→ Exercise materials
● ● ● ● ●

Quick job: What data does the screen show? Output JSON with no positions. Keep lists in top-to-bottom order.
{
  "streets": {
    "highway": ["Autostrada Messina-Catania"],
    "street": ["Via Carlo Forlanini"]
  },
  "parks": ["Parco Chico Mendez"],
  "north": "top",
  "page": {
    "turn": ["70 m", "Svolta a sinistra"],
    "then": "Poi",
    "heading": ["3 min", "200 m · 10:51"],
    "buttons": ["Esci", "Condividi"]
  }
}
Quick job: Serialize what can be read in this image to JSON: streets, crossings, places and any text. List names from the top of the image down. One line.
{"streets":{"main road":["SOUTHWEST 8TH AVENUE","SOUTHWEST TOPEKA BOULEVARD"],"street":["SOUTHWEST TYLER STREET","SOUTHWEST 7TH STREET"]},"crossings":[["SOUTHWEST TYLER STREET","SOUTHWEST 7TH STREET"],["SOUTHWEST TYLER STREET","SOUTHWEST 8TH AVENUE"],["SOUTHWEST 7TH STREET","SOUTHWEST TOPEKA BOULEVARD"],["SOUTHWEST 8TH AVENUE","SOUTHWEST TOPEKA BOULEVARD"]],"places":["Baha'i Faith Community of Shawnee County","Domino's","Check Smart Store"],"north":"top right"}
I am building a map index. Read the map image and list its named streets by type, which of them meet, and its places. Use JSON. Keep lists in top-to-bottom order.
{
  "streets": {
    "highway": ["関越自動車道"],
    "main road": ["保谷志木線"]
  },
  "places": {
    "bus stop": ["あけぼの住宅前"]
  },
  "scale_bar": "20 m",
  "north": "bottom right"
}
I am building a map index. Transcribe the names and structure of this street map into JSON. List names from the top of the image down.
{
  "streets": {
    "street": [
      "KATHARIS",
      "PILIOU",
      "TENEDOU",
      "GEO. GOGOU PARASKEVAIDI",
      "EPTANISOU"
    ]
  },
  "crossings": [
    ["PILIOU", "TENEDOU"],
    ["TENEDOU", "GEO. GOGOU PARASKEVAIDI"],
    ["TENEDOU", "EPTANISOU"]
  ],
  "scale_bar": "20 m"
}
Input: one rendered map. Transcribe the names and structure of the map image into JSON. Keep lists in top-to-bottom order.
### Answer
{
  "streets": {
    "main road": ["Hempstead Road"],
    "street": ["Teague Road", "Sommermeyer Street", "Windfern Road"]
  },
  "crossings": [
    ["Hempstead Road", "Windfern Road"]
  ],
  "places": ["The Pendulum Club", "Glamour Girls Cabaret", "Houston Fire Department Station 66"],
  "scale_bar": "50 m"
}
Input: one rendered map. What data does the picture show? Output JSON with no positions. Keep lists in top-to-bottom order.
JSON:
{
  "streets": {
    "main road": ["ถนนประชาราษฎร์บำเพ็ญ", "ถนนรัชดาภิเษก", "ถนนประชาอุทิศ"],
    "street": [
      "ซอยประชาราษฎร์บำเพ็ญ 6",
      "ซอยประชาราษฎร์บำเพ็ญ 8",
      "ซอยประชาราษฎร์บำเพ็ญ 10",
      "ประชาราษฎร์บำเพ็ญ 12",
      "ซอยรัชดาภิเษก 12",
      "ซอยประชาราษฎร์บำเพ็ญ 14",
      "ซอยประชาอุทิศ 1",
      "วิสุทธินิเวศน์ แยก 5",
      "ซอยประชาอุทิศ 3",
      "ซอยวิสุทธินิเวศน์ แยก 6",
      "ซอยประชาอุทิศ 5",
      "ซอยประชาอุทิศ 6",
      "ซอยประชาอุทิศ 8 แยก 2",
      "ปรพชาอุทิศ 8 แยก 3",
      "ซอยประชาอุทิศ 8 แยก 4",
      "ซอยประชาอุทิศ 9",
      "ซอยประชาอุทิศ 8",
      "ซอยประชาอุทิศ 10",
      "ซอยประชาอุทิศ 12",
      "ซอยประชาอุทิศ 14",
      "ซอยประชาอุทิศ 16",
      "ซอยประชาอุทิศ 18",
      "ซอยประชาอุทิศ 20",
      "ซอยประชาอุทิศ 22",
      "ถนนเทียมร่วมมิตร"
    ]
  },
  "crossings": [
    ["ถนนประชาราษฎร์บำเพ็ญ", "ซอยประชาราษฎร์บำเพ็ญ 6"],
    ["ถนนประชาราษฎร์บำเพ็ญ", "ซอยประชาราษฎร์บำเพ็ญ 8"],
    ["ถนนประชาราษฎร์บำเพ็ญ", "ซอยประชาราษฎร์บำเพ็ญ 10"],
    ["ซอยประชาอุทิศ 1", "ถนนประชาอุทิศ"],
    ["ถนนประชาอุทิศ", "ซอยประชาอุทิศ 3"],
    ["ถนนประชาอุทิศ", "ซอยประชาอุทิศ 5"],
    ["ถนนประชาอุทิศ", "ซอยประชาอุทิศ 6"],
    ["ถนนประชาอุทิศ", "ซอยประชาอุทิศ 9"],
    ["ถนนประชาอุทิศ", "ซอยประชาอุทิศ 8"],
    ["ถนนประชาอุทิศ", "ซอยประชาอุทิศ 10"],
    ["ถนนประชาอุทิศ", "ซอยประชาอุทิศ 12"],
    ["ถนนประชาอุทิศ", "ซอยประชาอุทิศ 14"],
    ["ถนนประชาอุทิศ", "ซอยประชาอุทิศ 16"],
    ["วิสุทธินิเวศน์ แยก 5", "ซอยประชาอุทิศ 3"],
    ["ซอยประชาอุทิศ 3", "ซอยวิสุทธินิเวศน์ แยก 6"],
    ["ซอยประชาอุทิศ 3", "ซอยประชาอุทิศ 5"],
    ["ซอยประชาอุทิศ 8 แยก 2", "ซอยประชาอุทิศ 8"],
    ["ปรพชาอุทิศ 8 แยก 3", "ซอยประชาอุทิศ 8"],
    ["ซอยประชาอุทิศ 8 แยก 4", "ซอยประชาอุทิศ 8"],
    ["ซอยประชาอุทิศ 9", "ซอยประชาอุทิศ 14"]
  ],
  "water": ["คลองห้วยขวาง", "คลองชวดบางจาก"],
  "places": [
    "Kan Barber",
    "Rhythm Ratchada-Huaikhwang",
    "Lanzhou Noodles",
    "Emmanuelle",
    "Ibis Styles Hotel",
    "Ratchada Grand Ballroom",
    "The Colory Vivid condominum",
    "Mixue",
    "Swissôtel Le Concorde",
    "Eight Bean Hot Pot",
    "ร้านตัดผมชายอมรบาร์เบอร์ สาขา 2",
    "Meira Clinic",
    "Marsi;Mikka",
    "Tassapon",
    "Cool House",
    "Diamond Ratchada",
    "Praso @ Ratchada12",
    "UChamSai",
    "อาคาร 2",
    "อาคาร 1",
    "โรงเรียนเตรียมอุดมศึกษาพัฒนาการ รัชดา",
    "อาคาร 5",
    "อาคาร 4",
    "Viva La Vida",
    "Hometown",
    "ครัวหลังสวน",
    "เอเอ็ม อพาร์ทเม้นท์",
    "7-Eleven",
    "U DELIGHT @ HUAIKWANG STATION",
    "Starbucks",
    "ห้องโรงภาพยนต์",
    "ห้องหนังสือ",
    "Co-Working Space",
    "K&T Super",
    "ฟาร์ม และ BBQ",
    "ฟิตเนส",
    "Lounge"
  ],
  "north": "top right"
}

● ● ● ● ●

→ Try it
For every line of the listing, produce an identical copy.

→ Exercise result
Quick job: What data does the screen show? Output JSON with no positions. Keep lists in top-to-bottom order.
{
  "streets": {
    "highway": ["Autostrada Messina-Catania"],
    "street": ["Via Carlo Forlanini"]
  },
  "parks": ["Parco Chico Mendez"],
  "north": "top",
  "page": {
    "turn": ["70 m", "Svolta a sinistra"],
    "then": "Poi",
    "heading": ["3 min", "200 m · 10:51"],
    "buttons": ["Esci", "Condividi"]
  }
}
Quick job: Serialize what can be read in this image to JSON: streets, crossings, places and any text. List names from the top of the image down. One line.
{"streets":{"main road":["SOUTHWEST 8TH AVENUE","SOUTHWEST TOPEKA BOULEVARD"],"street":["SOUTHWEST TYLER STREET","SOUTHWEST 7TH STREET"]},"crossings":[["SOUTHWEST TYLER STREET","SOUTHWEST 7TH STREET"],["SOUTHWEST TYLER STREET","SOUTHWEST 8TH AVENUE"],["SOUTHWEST 7TH STREET","SOUTHWEST TOPEKA BOULEVARD"],["SOUTHWEST 8TH AVENUE","SOUTHWEST TOPEKA BOULEVARD"]],"places":["Baha'i Faith Community of Shawnee County","Domino's","Check Smart Store"],"north":"top right"}
I am building a map index. Read the map image and list its named streets by type, which of them meet, and its places. Use JSON. Keep lists in top-to-bottom order.
{
  "streets": {
    "highway": ["関越自動車道"],
    "main road": ["保谷志木線"]
  },
  "places": {
    "bus stop": ["あけぼの住宅前"]
  },
  "scale_bar": "20 m",
  "north": "bottom right"
}
I am building a map index. Transcribe the names and structure of this street map into JSON. List names from the top of the image down.
{
  "streets": {
    "street": [
      "KATHARIS",
      "PILIOU",
      "TENEDOU",
      "GEO. GOGOU PARASKEVAIDI",
      "EPTANISOU"
    ]
  },
  "crossings": [
    ["PILIOU", "TENEDOU"],
    ["TENEDOU", "GEO. GOGOU PARASKEVAIDI"],
    ["TENEDOU", "EPTANISOU"]
  ],
  "scale_bar": "20 m"
}
Input: one rendered map. Transcribe the names and structure of the map image into JSON. Keep lists in top-to-bottom order.
### Answer
{
  "streets": {
    "main road": ["Hempstead Road"],
    "street": ["Teague Road", "Sommermeyer Street", "Windfern Road"]
  },
  "crossings": [
    ["Hempstead Road", "Windfern Road"]
  ],
  "places": ["The Pendulum Club", "Glamour Girls Cabaret", "Houston Fire Department Station 66"],
  "scale_bar": "50 m"
}
Input: one rendered map. What data does the picture show? Output JSON with no positions. Keep lists in top-to-bottom order.
JSON:
{
  "streets": {
    "main road": ["ถนนประชาราษฎร์บำเพ็ญ", "ถนนรัชดาภิเษก", "ถนนประชาอุทิศ"],
    "street": [
      "ซอยประชาราษฎร์บำเพ็ญ 6",
      "ซอยประชาราษฎร์บำเพ็ญ 8",
      "ซอยประชาราษฎร์บำเพ็ญ 10",
      "ประชาราษฎร์บำเพ็ญ 12",
      "ซอยรัชดาภิเษก 12",
      "ซอยประชาราษฎร์บำเพ็ญ 14",
      "ซอยประชาอุทิศ 1",
      "วิสุทธินิเวศน์ แยก 5",
      "ซอยประชาอุทิศ 3",
      "ซอยวิสุทธินิเวศน์ แยก 6",
      "ซอยประชาอุทิศ 5",
      "ซอยประชาอุทิศ 6",
      "ซอยประชาอุทิศ 8 แยก 2",
      "ปรพชาอุทิศ 8 แยก 3",
      "ซอยประชาอุทิศ 8 แยก 4",
      "ซอยประชาอุทิศ 9",
      "ซอยประชาอุทิศ 8",
      "ซอยประชาอุทิศ 10",
      "ซอยประชาอุทิศ 12",
      "ซอยประชาอุทิศ 14",
      "ซอยประชาอุทิศ 16",
      "ซอยประชาอุทิศ 18",
      "ซอยประชาอุทิศ 20",
      "ซอยประชาอุทิศ 22",
      "ถนนเทียมร่วมมิตร"
    ]
  },
  "crossings": [
    ["ถนนประชาราษฎร์บำเพ็ญ", "ซอยประชาราษฎร์บำเพ็ญ 6"],
    ["ถนนประชาราษฎร์บำเพ็ญ", "ซอยประชาราษฎร์บำเพ็ญ 8"],
    ["ถนนประชาราษฎร์บำเพ็ญ", "ซอยประชาราษฎร์บำเพ็ญ 10"],
    ["ซอยประชาอุทิศ 1", "ถนนประชาอุทิศ"],
    ["ถนนประชาอุทิศ", "ซอยประชาอุทิศ 3"],
    ["ถนนประชาอุทิศ", "ซอยประชาอุทิศ 5"],
    ["ถนนประชาอุทิศ", "ซอยประชาอุทิศ 6"],
    ["ถนนประชาอุทิศ", "ซอยประชาอุทิศ 9"],
    ["ถนนประชาอุทิศ", "ซอยประชาอุทิศ 8"],
    ["ถนนประชาอุทิศ", "ซอยประชาอุทิศ 10"],
    ["ถนนประชาอุทิศ", "ซอยประชาอุทิศ 12"],
    ["ถนนประชาอุทิศ", "ซอยประชาอุทิศ 14"],
    ["ถนนประชาอุทิศ", "ซอยประชาอุทิศ 16"],
    ["วิสุทธินิเวศน์ แยก 5", "ซอยประชาอุทิศ 3"],
    ["ซอยประชาอุทิศ 3", "ซอยวิสุทธินิเวศน์ แยก 6"],
    ["ซอยประชาอุทิศ 3", "ซอยประชาอุทิศ 5"],
    ["ซอยประชาอุทิศ 8 แยก 2", "ซอยประชาอุทิศ 8"],
    ["ปรพชาอุทิศ 8 แยก 3", "ซอยประชาอุทิศ 8"],
    ["ซอยประชาอุทิศ 8 แยก 4", "ซอยประชาอุทิศ 8"],
    ["ซอยประชาอุทิศ 9", "ซอยประชาอุทิศ 14"]
  ],
  "water": ["คลองห้วยขวาง", "คลองชวดบางจาก"],
  "places": [
    "Kan Barber",
    "Rhythm Ratchada-Huaikhwang",
    "Lanzhou Noodles",
    "Emmanuelle",
    "Ibis Styles Hotel",
    "Ratchada Grand Ballroom",
    "The Colory Vivid condominum",
    "Mixue",
    "Swissôtel Le Concorde",
    "Eight Bean Hot Pot",
    "ร้านตัดผมชายอมรบาร์เบอร์ สาขา 2",
    "Meira Clinic",
    "Marsi;Mikka",
    "Tassapon",
    "Cool House",
    "Diamond Ratchada",
    "Praso @ Ratchada12",
    "UChamSai",
    "อาคาร 2",
    "อาคาร 1",
    "โรงเรียนเตรียมอุดมศึกษาพัฒนาการ รัชดา",
    "อาคาร 5",
    "อาคาร 4",
    "Viva La Vida",
    "Hometown",
    "ครัวหลังสวน",
    "เอเอ็ม อพาร์ทเม้นท์",
    "7-Eleven",
    "U DELIGHT @ HUAIKWANG STATION",
    "Starbucks",
    "ห้องโรงภาพยนต์",
    "ห้องหนังสือ",
    "Co-Working Space",
    "K&T Super",
    "ฟาร์ม และ BBQ",
    "ฟิตเนส",
    "Lounge"
  ],
  "north": "top right"
}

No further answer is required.